Work task: The lines to return run from the start of the material below through the line holding "filter:drop-shadow(0 0 1px", both included; please give them back exactly, minus the pictures.

=== Begin Enclosure ===

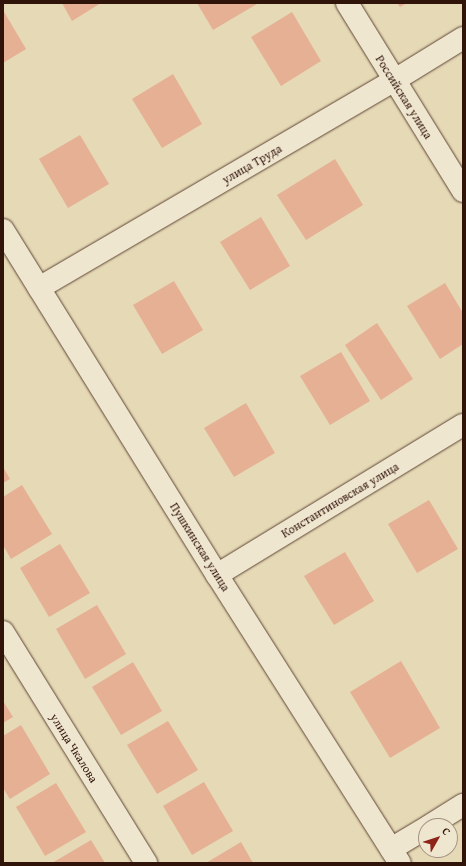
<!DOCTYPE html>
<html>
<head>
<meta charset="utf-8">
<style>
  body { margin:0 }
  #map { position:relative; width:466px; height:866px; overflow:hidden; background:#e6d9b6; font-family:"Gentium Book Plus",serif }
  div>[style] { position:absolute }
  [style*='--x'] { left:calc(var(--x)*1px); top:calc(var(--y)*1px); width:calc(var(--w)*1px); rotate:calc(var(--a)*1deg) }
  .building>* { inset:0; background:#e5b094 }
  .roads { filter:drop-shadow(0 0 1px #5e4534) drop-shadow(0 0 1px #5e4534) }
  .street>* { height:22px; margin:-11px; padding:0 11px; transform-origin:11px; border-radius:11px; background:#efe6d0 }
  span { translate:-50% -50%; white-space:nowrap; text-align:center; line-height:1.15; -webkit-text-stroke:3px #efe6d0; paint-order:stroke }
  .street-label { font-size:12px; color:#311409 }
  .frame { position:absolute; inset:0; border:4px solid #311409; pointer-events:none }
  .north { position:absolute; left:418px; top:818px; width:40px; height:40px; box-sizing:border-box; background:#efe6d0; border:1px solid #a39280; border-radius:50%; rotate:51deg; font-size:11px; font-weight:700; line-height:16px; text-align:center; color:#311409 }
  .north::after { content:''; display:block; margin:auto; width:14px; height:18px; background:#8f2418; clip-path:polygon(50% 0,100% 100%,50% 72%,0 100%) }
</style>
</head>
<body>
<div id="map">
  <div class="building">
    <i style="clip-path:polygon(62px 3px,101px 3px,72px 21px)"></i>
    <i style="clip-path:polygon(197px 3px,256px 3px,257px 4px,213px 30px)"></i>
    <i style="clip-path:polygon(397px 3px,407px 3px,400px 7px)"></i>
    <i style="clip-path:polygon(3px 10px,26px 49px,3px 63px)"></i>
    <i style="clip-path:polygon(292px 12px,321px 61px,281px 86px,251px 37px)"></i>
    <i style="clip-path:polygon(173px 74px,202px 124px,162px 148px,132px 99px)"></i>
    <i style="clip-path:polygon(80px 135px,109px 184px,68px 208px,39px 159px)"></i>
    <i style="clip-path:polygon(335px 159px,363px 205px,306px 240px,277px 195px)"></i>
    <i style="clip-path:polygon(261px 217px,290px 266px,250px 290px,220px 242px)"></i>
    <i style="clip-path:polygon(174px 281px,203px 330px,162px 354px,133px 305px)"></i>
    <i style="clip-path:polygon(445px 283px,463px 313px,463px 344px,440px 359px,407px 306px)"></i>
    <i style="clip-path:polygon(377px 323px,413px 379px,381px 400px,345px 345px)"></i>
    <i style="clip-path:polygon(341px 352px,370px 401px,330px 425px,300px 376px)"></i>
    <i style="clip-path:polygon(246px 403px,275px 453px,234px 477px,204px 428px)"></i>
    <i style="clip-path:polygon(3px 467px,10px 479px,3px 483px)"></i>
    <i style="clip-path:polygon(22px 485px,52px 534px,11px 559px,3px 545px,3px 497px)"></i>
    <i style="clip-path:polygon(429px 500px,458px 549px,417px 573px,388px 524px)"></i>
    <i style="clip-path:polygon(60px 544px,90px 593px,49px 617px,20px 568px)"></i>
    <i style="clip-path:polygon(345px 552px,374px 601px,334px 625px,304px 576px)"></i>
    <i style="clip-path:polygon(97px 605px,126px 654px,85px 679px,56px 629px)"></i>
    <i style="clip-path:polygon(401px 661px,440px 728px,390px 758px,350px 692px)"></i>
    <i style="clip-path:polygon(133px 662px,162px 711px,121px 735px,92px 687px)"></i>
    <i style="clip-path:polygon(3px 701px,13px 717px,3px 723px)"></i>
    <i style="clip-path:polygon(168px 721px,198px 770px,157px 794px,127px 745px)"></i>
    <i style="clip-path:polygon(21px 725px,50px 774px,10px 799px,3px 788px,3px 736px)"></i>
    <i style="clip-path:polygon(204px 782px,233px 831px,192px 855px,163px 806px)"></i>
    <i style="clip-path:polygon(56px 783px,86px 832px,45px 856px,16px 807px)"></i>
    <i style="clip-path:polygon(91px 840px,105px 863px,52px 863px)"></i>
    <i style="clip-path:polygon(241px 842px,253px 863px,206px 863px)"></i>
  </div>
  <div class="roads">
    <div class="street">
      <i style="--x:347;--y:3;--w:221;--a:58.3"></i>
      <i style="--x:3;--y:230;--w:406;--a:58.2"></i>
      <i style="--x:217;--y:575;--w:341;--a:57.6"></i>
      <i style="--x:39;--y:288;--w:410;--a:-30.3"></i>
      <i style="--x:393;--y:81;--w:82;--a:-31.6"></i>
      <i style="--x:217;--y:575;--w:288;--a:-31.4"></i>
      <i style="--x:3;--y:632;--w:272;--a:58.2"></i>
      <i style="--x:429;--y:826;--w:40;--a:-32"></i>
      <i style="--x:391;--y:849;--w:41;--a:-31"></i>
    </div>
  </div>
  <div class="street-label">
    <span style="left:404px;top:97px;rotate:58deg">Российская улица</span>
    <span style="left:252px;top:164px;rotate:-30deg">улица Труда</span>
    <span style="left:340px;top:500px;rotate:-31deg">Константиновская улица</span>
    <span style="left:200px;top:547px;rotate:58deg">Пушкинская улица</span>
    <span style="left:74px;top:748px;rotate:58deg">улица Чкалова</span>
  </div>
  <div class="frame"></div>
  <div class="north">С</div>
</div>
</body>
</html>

=== End Enclosure ===

Result of the exercise:
<!DOCTYPE html>
<html>
<head>
<meta charset="utf-8">
<style>
  body { margin:0 }
  #map { position:relative; width:466px; height:866px; overflow:hidden; background:#e6d9b6; font-family:"Gentium Book Plus",serif }
  div>[style] { position:absolute }
  [style*='--x'] { left:calc(var(--x)*1px); top:calc(var(--y)*1px); width:calc(var(--w)*1px); rotate:calc(var(--a)*1deg) }
  .building>* { inset:0; background:#e5b094 }
  .roads { filter:drop-shadow(0 0 1px #5e4534) drop-shadow(0 0 1px #5e4534) }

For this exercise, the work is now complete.